Upscaling from laboratory-scale to industrial-scale bioreactors generally reduces the final product yields due to spatial gradients, oxygen transfer limitations, shear stress, medium differences, etc. Guidelines for upscaling of bioreactor processes are described in many handbooks on bioreactor process engineering or fermentation technology [e.g., Doran (2013) and McNeil (2008)]. Many empirical relations have been established to estimate important parameters like oxygen transfer coefficients in large-scale fermenters, but upscaling generally remains a trial and error process based on some generally accepted rules of thumbs [e.g., Garcia-Ochoa and Gomez (2009)]. Keeping a constant dissolved oxygen concentration for aerobic processes with non-filamentous organisms or keeping a constant impeller tip speed for filamentous organisms are good starting points for upscaling. Oxygen supply to the production biomass is of key importance, and spatial differences are common in large bioreactors. Oscillations in oxygen availability can lead to temporary metabolic shifts, by-product formation, and eventually multi-substrate growth. Kass et al. (2014) characterize these effects for C. glutamicum and strain robustness can be guaranteed when temporary gradients are limited to the scale of a few minutes. Metabolic robustness toward spatial gradients in large bioreactors is a desired property of a robust production strain, but effects on heterologous protein secretion are not yet characterized.

6 Conclusion

Bacteria are fast-growing organisms able to be replicate in cheap culture media. This property makes them potentially attractive cell factories in biotechnological processes such as for the production of heterologous proteins. For well-known reasons, E. coli remains the host of choice but cannot meet all expectations as not all proteins are equally well produced in this Gram-negative host. Therefore, several Gram-positive bacteria are being explored and used as alternative bacterial hosts for the production of heterologous proteins. An important motivation therefore is that Gram-positive bacteria secrete proteins in the extracellular medium allowing correct folding, a problem encountered with E. coli in which case proteins often are precipitated in inclusion bodies impeding the purification process of the proteins to correctly folded active compounds.

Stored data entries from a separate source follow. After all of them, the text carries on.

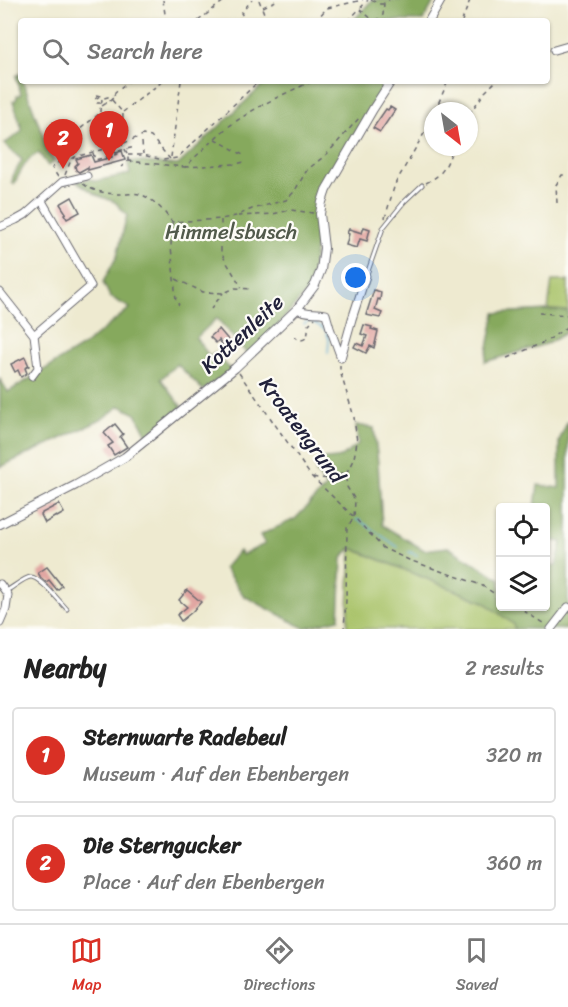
<!DOCTYPE html>
<html lang="en">
<head>
<meta charset="utf-8">
<style>
	:root { --surface:#fff; --page:#f6f6f6; --text:#222; --muted:#767676; --line:#e0e0e0; --accent:#d93025 }
	body { margin:0; font-family:Sriracha,sans-serif; background:var(--page); color:var(--text) }
	.controls { position:absolute; right:18px; bottom:18px; display:grid; overflow:hidden; border-radius:6px; box-shadow:0 2px 4px #0004 }
	.controls button { width:54px; height:54px; display:grid; place-items:center; padding:0; border:0; border-bottom:2px solid var(--line); background:var(--surface); color:var(--text); font:30px sans-serif }
	.compass { position:absolute; left:424px; top:102px; width:54px; height:54px; border-radius:50%; background:var(--surface); box-shadow:0 2px 4px #0004; rotate:149deg }
	.you { position:absolute; left:356px; top:278px; width:21px; height:21px; margin:-15px; border:4px solid #fff; border-radius:50%; background:#1a73e8; box-shadow:0 0 0 9px #1a73e833 }
	.badge { display:grid; place-items:center; width:39px; height:39px; border-radius:50%; background:var(--accent); color:#fff; font-size:20px; font-weight:700 }
	.pin { position:absolute; translate:-50% -50px; filter:drop-shadow(0 2px 3px #0008) }
	.pin::after { content:''; position:absolute; top:32px; width:21px; height:18px; background:inherit; clip-path:polygon(0 0,100% 0,50% 100%) }
	.list { margin:0; padding:0; list-style:none }
	h2 { display:flex; justify-content:space-between; align-items:center; height:78px; margin:0; padding:0 24px; font-size:26px }
	h2 small { font-size:20px; font-weight:400; color:var(--muted) }
	.list li { display:grid; grid-template-columns:39px 1fr auto; gap:18px; align-items:center; box-sizing:border-box; height:96px; margin:0 12px 12px; padding:0 12px; border:2px solid var(--line); border-radius:6px }
	.list b { display:block; font-size:22px; white-space:nowrap }
	.list p { margin:0; font-size:20px; white-space:nowrap; color:var(--muted) }
	.list em { font-size:20px; font-style:normal; color:var(--muted) }
	.icon { flex:none; width:33px; height:33px; fill:none; stroke:currentColor; stroke-width:2; stroke-linecap:round; stroke-linejoin:round }
	.map { position:relative; flex:none; width:568px; height:629px; overflow:hidden }
	.search { position:absolute; background:var(--surface); box-shadow:0 2px 4px #0004; left:18px; right:18px; top:18px; height:66px; display:flex; align-items:center; gap:15px; box-sizing:border-box; padding:0 21px; border-radius:6px; color:var(--muted); font-size:22px }
	.sheet { height:294px; background:var(--surface) }
	nav { display:flex; justify-content:space-around; align-items:center; box-sizing:border-box; height:84px; border-top:2px solid var(--line); background:var(--surface); font-size:16px; color:var(--muted) }
	nav a { display:grid; justify-items:center; gap:3px }
	nav .on { color:var(--accent) }
	.map>svg:first-child { display:block }
	.green { fill:#a9c369; stroke:#667252; stroke-width:1.5 }
	.forest { fill:#86a95d; stroke:#54664c; stroke-width:1.5 }
	.lines { fill:none; stroke-linecap:round; stroke-linejoin:round }
	.stream { stroke:#5dacd7; stroke-width:1.5 }
	.building { fill:#e1a6a2 }
	.service-casing { stroke:#69686f; stroke-width:5 }
	.minor-casing { stroke:#69686f; stroke-width:9 }
	.tertiary-casing { stroke:#69686f; stroke-width:10 }
	.path { stroke:#69686f; stroke-width:1.5; stroke-dasharray:4.5 4.5; stroke-linecap:butt }
	.service { stroke:#fff; stroke-width:3 }
	.minor { stroke:#fff; stroke-width:7 }
	.tertiary { stroke:#fff; stroke-width:8 }
	.labels { text-anchor:middle; dominant-baseline:central; stroke-width:4.5; stroke-linejoin:round; paint-order:stroke }
	.park-label { font-size:21px; fill:#515a4b; stroke:#fdfcf7 }
	.street-label { font-size:21px; fill:#22223b; stroke:#fdfcf7 }
</style>
</head>
<body>
<div class="map">
<svg width="568" height="629" viewBox="0 0 568 629">
	<rect width="100%" height="100%" fill="#fdfcf7"/>
	<filter id="ink" filterUnits="userSpaceOnUse"><feTurbulence type="fractalNoise" baseFrequency=".0167" numOctaves="2"/><feDisplacementMap in="SourceGraphic" scale="12" xChannelSelector="R" yChannelSelector="G"/><feConvolveMatrix kernelMatrix="1 2 1 2 8 2 1 2 1" color-interpolation-filters="sRGB"/></filter>
	<filter id="wash" filterUnits="userSpaceOnUse"><feTurbulence type="fractalNoise" baseFrequency=".008" numOctaves="4" result="noise"/><feDisplacementMap in="SourceGraphic" scale="24" xChannelSelector="R" yChannelSelector="G"/><feGaussianBlur stdDeviation="1.35" result="paint"/><feColorMatrix in="noise" values="0 0 0 0 0 0 0 0 0 0 0 0 0 0 0 0 0 1.4 0 .05"/><feComposite in="paint" operator="in"/></filter>
	<g filter="url(#wash)">
		<rect width="100%" height="100%" fill="#eeead0"/>
		<g class="green">
			<polygon points="552,281 568,281 568,311 548,310"/>
			<polygon points="351,548 484,602 514,624 515,629 347,629"/>
		</g>
		<g class="forest">
			<polygon points="372,0 435,0 423,21 353,21"/>
			<path d="M20 74 21 81H23L46 144 47 151 54 161 48 166 39 153C26 158 21 171 14 184L12 183 13 176 22 160 4 144 21 132 22 129 13 101 16 100 17 96 21 94 16 76Z"/>
			<polygon points="267,81 387,81 324,187 316,208 317,235 310,288 267,338 247,354 217,318 196,338 210,357 215,353 231,370 203,390 177,364 161,379 182,407 147,435 136,414 120,406 99,421 0,467 0,379 8,392 83,346 130,308 110,297 103,282 117,256 127,215 115,202 97,195 76,181 91,179 95,181 130,174 128,164 129,161 178,165"/>
			<polygon points="548,310 568,311 568,331 549,343 485,362 495,313"/>
			<path d="M568 420V629H515L513 624 484 602 351 548 342 558 339 619 304 628 244 596 224 568 239 551 242 555 265 544 260 535 295 519 326 487 316 472 319 459C341 459 341 459 358 444L356 425 374 428 378 463 382 525 424 550 448 547 500 579V606H546V566L556 565 562 542 546 540V508L535 507 538 485 559 488V441Z"/>
		</g>
		<g class="lines">
			<g class="stream">
				<polyline points="304,324 308,321 313,322 326,330 329,339 328,353"/>
				<polyline points="356,520 359,520 398,547"/>
				<polyline points="409,552 417,555"/>
			</g>
		</g>
		<g id="blocks">
			<g class="building">
				<polygon points="390,107 395,110 380,132 373,128 386,109 388,110"/>
				<polygon points="108,147 116,153 122,151 125,160 88,170 88,167 79,172 76,170 75,166 78,163 76,159 91,155 94,162 112,157"/>
				<polygon points="72,197 80,212 67,219 64,214 66,213 60,204"/>
				<polygon points="364,227 370,229 367,241 360,239 357,248 346,245 349,234 347,233 349,229 362,233"/>
				<polygon points="374,290 381,292 380,300 378,299 375,310 382,313 380,318 366,315"/>
				<polygon points="364,325 372,327 371,329 378,331 374,348 370,346 366,353 354,347 356,343 363,346 367,336 361,334"/>
				<polygon points="219,329 236,349 229,354 219,340 216,343 210,337"/>
				<polygon points="25,357 29,366 25,368 27,373 21,377 18,370 15,372 11,364"/>
				<polygon points="115,424 123,434 120,437 127,447 114,455 108,446 113,443 104,433"/>
				<polygon points="59,504 64,513 57,517 56,516 45,523 41,515 42,514 42,513"/>
				<polygon points="47,567 62,586 57,590 49,580 46,582 40,577 40,576 38,573"/>
				<polygon points="187,590 201,602 192,612 181,621 177,615 187,607 179,600"/>
			</g>
		</g>
	</g>
	<g filter="url(#ink)">
		<use href="#blocks" fill-opacity="0" stroke="#69686f" stroke-width="1.5"/>
		<g class="lines">
			<g class="service-casing">
				<g id="service">
					<polyline points="367,274 383,228 404,202 422,185"/>
					<path d="M6 591C12 588 25 577 31 577 40 577 60 602 67 609"/>
				</g>
			</g>
			<g class="minor-casing">
				<g id="minor">
					<polyline points="554,50 568,46"/>
					<polyline points="0,227 16,220 25,215 62,182 87,176"/>
					<polyline points="0,292 34,335 38,368 32,376"/>
					<path d="M297 309C308 315 315 311 326 314L330 328 341 358 352 319 366 276"/>
					<polyline points="34,335 91,286 42,201"/>
					<polyline points="0,584 8,595 6,609 0,623"/>
					<polyline points="551,629 568,607"/>
				</g>
			</g>
			<g class="tertiary-casing">
				<g id="tertiary">
					<polyline points="429,21 441,0"/>
					<polyline points="0,524 76,485 125,457 235,368 297,309 315,285 321,270 324,248 320,214 322,202 326,190 373,109 391,81"/>
				</g>
			</g>
			<g class="path">
				<polyline points="163,0 166,21"/>
				<polyline points="259,0 267,21"/>
				<polyline points="371,0 380,4 383,4"/>
				<polyline points="263,7 278,0"/>
				<polyline points="360,9 374,21"/>
				<polyline points="198,21 225,0"/>
				<polyline points="237,21 243,16 241,13 252,0"/>
				<polyline points="315,21 327,8 363,0"/>
				<polyline points="348,21 368,0"/>
				<polyline points="375,21 383,15 384,3 389,0"/>
				<polyline points="462,21 470,0"/>
				<polyline points="96,95 101,96 104,98 115,95"/>
				<polyline points="112,100 123,113 122,144 128,155 128,161 121,167"/>
				<path d="M102 106C108 102 114 100 115 92L129 81"/>
				<polyline points="435,111 448,81"/>
				<polyline points="123,112 163,81"/>
				<polyline points="469,114 485,92 496,81"/>
				<polyline points="215,139 245,156"/>
				<polyline points="142,142 143,154"/>
				<path d="M104 148 100 112C100 108 101 104 102 100L100 96 95 99 97 103C100 103 104 103 107 103"/>
				<polyline points="53,151 100,113"/>
				<polyline points="93,153 95,160 118,154 117,151 135,147"/>
				<polyline points="128,155 143,155 163,160 177,158 259,81"/>
				<polyline points="171,157 181,81"/>
				<path d="M128 161 185 167C202 151 218 133 238 120 261 104 288 92 313 81"/>
				<polyline points="185,167 235,164 244,162"/>
				<polyline points="65,175 71,160 75,157 122,144 143,135 151,137 170,159"/>
				<polyline points="58,177 52,168 61,160"/>
				<path d="M426 183C444 174 447 165 453 147"/>
				<path d="M83 184C96 193 109 194 125 194 129 194 135 193 139 194 153 198 164 211 172 222L221 219 236 216 252 209 286 200 294 192 307 170 327 154 360 117"/>
				<polyline points="557,203 556,185 562,175 568,175"/>
				<polyline points="238,216 273,214 291,210 313,213"/>
				<polyline points="385,218 395,184 430,123 433,116"/>
				<polyline points="221,220 221,253 242,288"/>
				<polyline points="172,223 171,246 176,300 179,305"/>
				<polyline points="176,279 203,292 224,293 235,288 252,289"/>
				<polyline points="211,309 223,293"/>
				<polyline points="539,313 568,315"/>
				<path d="M294 336 298 340C309 341 308 333 308 325L315 318"/>
				<polyline points="507,358 547,341 568,326"/>
				<polyline points="340,365 340,371 354,417 357,442 354,458 347,472 346,479 347,487 355,500 354,517 347,528 346,600 344,629"/>
				<polyline points="239,373 311,476 354,517 383,548 409,560 481,585 500,597"/>
				<path d="M313 477C323 480 336 477 346 472"/>
				<polyline points="516,606 546,625"/>
			</g>
			<use href="#service" class="service"/>
			<use href="#minor" class="minor"/>
			<use href="#tertiary" class="tertiary"/>
		</g>
	</g>
	<g class="labels">
		<g class="park-label">
			<text x="231" y="232">Himmelsbusch</text>
		</g>
		<g class="street-label">
			<text transform="translate(242 334) rotate(-43)">Kottenleite</text>
			<text transform="translate(302 430) rotate(53)">Kroatengrund</text>
		</g>
	</g>
</svg>
<div class="controls">
<button><svg class="icon" aria-label="locate" viewBox="0 0 24 24"><circle cx="12" cy="12" r="6"/><path d="M12 2v4M12 18v4M2 12h4M18 12h4"/></svg></button>
<button><svg class="icon" aria-label="layers" viewBox="0 0 24 24"><path d="M12 4l9 5-9 5-9-5zM3 14l9 5 9-5"/></svg></button>
</div>
<svg class="compass" viewBox="-18 -18 36 36"><path d="M0-13l5 13h-10z" fill="#e53935"/><path d="M0 13l5-13h-10z" fill="#767676"/></svg>
<div class="you"></div>
<div class="pin badge" style="left:109px;top:161px">1</div>
<div class="pin badge" style="left:63px;top:169px">2</div>
<div class="search"><svg class="icon" aria-label="search" viewBox="0 0 24 24"><circle cx="10" cy="10" r="6"/><path d="M15 15l6 6"/></svg>Search here</div>
</div>
<section class="sheet">
<h2>Nearby<small>2 results</small></h2>
<ul class="list">
<li><span class="badge">1</span><div><b>Sternwarte Radebeul</b><p>Museum · Auf den Ebenbergen</p></div><em>320 m</em></li>
<li><span class="badge">2</span><div><b>Die Sterngucker</b><p>Place · Auf den Ebenbergen</p></div><em>360 m</em></li>
</ul>
</section>
<nav>
<a class="on"><svg class="icon" aria-label="map" viewBox="0 0 24 24"><path d="M3 6l6-2 6 2 6-2v14l-6 2-6-2-6 2zM9 4v14M15 6v14"/></svg>Map</a>
<a><svg class="icon" aria-label="directions" viewBox="0 0 24 24"><path d="M12 3l9 9-9 9-9-9zM9 14v-3h6M13 9l2 2-2 2"/></svg>Directions</a>
<a><svg class="icon" aria-label="saved" viewBox="0 0 24 24"><path d="M7 4h10v16l-5-4-5 4z"/></svg>Saved</a>
</nav>
</body>
</html>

The use of Gram-positive bacteria for heterologous proteins in secreted form shows mixed successes. While some proteins are produced in industrially viable amounts as secreted proteins, others give only small or disappointingly low yields. The new techniques that in recent years became available, including next-generation sequencing (NGS), RNA-seq, proteomics, metabolomics, and fluxomics combined with more advanced bioinformatics, and the improved understanding of the protein secretion pathways help to understand the cellular background that underlies production yield. Using this understanding allows rational strain engineering, possibly in combination with synthetic biology tools, and will undoubtedly broaden the applicability of Gram-positive bacteria for efficient use in protein secretion biotechnology.